=== INFORMATION SHOWN ===
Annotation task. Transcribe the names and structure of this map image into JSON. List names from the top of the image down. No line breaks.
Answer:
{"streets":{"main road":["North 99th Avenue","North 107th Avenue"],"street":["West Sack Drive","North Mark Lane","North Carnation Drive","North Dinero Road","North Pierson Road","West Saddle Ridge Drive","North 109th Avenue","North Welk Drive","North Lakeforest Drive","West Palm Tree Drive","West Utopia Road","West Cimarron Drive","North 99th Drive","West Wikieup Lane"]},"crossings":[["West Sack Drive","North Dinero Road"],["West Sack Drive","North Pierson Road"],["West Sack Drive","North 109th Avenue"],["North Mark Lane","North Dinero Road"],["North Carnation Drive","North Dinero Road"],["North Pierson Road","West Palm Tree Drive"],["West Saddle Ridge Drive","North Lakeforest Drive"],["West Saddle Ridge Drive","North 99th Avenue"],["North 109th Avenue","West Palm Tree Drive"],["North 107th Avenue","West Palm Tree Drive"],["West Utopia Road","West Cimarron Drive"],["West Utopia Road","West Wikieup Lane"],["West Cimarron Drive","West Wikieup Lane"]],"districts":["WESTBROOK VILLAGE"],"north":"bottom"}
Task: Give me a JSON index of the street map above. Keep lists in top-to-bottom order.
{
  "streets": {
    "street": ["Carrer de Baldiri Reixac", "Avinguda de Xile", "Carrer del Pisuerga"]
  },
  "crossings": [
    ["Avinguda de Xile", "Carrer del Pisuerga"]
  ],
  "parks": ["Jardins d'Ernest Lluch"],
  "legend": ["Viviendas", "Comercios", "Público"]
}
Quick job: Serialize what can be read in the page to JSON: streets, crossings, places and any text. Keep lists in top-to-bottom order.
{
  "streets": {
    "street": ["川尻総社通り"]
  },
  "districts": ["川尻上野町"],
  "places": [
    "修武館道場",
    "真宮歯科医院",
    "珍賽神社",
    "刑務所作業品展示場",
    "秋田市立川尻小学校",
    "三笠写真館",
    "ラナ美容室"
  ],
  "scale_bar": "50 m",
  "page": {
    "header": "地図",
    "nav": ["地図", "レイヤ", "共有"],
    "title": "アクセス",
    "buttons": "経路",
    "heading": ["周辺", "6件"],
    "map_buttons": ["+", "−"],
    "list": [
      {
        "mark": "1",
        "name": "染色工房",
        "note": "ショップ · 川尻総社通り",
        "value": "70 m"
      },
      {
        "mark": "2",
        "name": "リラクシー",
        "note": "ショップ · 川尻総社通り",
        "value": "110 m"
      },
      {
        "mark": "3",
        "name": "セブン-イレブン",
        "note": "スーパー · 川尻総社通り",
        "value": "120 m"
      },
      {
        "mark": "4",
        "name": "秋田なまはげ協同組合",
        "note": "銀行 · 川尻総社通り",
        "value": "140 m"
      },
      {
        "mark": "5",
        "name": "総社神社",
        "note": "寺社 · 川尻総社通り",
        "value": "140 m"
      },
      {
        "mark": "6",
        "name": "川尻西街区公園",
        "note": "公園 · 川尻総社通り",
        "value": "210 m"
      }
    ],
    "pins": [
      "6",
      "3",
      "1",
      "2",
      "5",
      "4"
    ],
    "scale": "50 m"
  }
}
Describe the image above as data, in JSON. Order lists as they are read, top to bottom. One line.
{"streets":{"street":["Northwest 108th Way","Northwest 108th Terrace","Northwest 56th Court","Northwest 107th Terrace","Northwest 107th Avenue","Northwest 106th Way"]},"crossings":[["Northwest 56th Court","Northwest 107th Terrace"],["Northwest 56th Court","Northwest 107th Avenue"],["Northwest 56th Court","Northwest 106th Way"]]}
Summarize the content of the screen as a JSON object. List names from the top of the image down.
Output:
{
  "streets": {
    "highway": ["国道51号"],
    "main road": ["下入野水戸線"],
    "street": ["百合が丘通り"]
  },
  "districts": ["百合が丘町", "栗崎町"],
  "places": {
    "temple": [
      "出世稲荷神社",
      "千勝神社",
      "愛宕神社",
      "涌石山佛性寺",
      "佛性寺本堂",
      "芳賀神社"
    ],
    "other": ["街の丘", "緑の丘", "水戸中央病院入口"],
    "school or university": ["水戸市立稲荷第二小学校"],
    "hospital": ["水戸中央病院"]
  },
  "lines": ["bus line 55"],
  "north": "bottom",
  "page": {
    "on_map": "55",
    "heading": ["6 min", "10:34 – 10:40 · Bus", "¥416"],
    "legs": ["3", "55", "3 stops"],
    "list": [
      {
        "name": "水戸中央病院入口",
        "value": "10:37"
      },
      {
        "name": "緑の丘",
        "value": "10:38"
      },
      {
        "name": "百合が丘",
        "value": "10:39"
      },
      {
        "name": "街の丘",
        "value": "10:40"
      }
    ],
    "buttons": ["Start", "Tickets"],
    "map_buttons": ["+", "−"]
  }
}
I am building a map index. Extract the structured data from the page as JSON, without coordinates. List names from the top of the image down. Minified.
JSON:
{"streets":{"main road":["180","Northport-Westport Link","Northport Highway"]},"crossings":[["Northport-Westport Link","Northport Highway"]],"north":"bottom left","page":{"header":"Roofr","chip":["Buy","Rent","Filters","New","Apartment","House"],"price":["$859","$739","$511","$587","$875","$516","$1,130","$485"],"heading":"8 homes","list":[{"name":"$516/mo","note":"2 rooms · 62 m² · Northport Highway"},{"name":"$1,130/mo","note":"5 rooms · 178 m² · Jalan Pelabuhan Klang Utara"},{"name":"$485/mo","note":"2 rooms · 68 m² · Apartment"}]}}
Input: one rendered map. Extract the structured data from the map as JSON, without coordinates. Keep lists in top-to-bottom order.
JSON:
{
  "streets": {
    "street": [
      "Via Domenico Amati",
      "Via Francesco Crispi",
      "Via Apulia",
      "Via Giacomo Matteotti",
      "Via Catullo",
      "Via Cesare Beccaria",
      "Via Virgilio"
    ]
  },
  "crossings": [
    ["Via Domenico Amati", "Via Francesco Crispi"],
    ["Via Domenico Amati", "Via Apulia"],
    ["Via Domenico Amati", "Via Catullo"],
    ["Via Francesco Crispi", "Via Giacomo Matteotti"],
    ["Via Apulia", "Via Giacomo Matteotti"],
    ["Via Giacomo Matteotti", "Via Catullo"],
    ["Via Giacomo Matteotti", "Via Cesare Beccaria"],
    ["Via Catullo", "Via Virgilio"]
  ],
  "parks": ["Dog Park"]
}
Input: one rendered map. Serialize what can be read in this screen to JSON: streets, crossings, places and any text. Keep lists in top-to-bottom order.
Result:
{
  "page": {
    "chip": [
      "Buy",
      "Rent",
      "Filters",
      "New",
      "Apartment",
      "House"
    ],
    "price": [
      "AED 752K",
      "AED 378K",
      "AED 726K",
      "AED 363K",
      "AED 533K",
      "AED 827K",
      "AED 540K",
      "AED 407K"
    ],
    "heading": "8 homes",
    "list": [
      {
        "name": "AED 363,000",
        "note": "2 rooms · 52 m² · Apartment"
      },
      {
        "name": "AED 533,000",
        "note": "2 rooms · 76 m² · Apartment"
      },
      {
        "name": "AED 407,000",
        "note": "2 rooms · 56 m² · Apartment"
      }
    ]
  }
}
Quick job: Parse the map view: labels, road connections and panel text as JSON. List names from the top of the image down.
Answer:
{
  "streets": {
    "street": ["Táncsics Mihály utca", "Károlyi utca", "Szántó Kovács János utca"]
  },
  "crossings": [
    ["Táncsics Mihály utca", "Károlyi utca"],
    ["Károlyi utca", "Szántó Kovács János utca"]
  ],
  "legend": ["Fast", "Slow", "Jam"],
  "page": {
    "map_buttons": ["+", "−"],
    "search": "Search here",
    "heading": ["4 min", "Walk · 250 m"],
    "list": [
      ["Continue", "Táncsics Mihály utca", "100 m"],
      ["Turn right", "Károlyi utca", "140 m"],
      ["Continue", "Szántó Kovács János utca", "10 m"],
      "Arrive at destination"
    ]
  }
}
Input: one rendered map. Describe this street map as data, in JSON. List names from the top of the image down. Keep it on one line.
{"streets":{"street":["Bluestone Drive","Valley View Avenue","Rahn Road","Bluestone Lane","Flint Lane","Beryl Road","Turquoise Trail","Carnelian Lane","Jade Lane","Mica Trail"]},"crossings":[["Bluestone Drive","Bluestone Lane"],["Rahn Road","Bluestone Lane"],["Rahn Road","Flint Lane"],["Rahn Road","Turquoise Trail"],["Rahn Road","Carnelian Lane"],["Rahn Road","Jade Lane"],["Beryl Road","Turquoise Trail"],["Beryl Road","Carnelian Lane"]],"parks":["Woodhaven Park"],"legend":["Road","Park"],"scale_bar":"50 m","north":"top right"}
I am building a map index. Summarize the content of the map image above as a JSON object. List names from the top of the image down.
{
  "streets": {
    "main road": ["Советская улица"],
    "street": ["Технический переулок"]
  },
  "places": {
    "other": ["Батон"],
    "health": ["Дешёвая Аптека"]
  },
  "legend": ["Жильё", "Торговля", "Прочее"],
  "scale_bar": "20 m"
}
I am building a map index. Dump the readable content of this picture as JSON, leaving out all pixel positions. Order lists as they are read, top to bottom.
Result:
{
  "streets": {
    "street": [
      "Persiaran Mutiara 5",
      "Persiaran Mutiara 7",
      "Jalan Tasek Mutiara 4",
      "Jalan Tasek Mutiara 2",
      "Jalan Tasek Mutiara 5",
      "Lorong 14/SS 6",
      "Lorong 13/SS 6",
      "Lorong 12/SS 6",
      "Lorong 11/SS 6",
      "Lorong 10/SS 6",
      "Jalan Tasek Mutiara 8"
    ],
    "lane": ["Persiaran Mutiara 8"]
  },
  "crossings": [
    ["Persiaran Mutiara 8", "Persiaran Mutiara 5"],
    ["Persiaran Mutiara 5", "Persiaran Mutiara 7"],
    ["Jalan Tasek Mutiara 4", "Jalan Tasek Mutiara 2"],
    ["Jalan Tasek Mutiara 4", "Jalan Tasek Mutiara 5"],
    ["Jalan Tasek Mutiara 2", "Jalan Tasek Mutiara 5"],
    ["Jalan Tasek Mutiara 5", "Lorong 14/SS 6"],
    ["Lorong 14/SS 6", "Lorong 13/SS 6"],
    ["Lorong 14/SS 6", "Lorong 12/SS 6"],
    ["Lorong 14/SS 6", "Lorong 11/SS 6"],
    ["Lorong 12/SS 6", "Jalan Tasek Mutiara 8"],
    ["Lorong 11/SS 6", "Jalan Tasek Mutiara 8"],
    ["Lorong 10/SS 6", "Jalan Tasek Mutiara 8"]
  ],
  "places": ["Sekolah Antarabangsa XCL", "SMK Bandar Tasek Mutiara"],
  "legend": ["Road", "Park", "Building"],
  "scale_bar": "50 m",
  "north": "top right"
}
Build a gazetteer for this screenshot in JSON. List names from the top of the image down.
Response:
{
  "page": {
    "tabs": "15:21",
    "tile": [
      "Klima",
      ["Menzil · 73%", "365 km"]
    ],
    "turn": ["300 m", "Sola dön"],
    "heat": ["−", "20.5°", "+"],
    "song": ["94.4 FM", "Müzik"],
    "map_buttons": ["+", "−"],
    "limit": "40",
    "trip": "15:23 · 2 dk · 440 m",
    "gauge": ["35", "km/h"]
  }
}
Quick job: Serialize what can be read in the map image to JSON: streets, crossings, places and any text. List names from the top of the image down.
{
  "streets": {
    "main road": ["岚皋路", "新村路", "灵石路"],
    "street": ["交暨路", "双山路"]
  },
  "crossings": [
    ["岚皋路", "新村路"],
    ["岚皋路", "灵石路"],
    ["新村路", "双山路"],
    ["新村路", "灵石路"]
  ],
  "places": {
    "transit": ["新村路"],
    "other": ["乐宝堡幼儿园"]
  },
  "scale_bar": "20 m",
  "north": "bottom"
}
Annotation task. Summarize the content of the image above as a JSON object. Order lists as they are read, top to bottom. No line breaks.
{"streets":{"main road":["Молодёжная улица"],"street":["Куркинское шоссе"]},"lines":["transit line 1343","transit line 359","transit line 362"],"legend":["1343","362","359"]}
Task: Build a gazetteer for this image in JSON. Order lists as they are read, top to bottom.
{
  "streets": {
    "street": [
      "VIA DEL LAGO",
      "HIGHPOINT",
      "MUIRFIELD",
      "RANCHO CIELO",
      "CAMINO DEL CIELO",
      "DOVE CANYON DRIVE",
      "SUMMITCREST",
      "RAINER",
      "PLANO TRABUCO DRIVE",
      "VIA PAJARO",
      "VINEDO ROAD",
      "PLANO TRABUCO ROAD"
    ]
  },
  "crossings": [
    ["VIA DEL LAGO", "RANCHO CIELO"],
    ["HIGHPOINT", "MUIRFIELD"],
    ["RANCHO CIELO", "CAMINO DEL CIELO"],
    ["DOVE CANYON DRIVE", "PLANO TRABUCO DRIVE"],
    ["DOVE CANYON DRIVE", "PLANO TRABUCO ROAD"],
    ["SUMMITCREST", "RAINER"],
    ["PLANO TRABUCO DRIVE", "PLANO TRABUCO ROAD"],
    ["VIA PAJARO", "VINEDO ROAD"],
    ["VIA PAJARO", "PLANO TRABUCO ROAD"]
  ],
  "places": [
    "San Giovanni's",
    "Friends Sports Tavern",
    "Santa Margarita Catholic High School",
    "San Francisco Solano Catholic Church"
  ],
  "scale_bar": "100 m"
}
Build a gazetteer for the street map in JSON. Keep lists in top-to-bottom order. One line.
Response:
===
● REQUIRED WORK: What you give back should be the lines from the one with "Task: Build a" to the end of the data, copied exactly, both ends included.

● SOLUTION TO THE PROBLEM:
Task: Build a gazetteer for this image in JSON. Order lists as they are read, top to bottom.
{
  "streets": {
    "street": [
      "VIA DEL LAGO",
      "HIGHPOINT",
      "MUIRFIELD",
      "RANCHO CIELO",
      "CAMINO DEL CIELO",
      "DOVE CANYON DRIVE",
      "SUMMITCREST",
      "RAINER",
      "PLANO TRABUCO DRIVE",
      "VIA PAJARO",
      "VINEDO ROAD",
      "PLANO TRABUCO ROAD"
    ]
  },
  "crossings": [
    ["VIA DEL LAGO", "RANCHO CIELO"],
    ["HIGHPOINT", "MUIRFIELD"],
    ["RANCHO CIELO", "CAMINO DEL CIELO"],
    ["DOVE CANYON DRIVE", "PLANO TRABUCO DRIVE"],
    ["DOVE CANYON DRIVE", "PLANO TRABUCO ROAD"],
    ["SUMMITCREST", "RAINER"],
    ["PLANO TRABUCO DRIVE", "PLANO TRABUCO ROAD"],
    ["VIA PAJARO", "VINEDO ROAD"],
    ["VIA PAJARO", "PLANO TRABUCO ROAD"]
  ],
  "places": [
    "San Giovanni's",
    "Friends Sports Tavern",
    "Santa Margarita Catholic High School",
    "San Francisco Solano Catholic Church"
  ],
  "scale_bar": "100 m"
}
Build a gazetteer for the street map in JSON. Keep lists in top-to-bottom order. One line.
Response:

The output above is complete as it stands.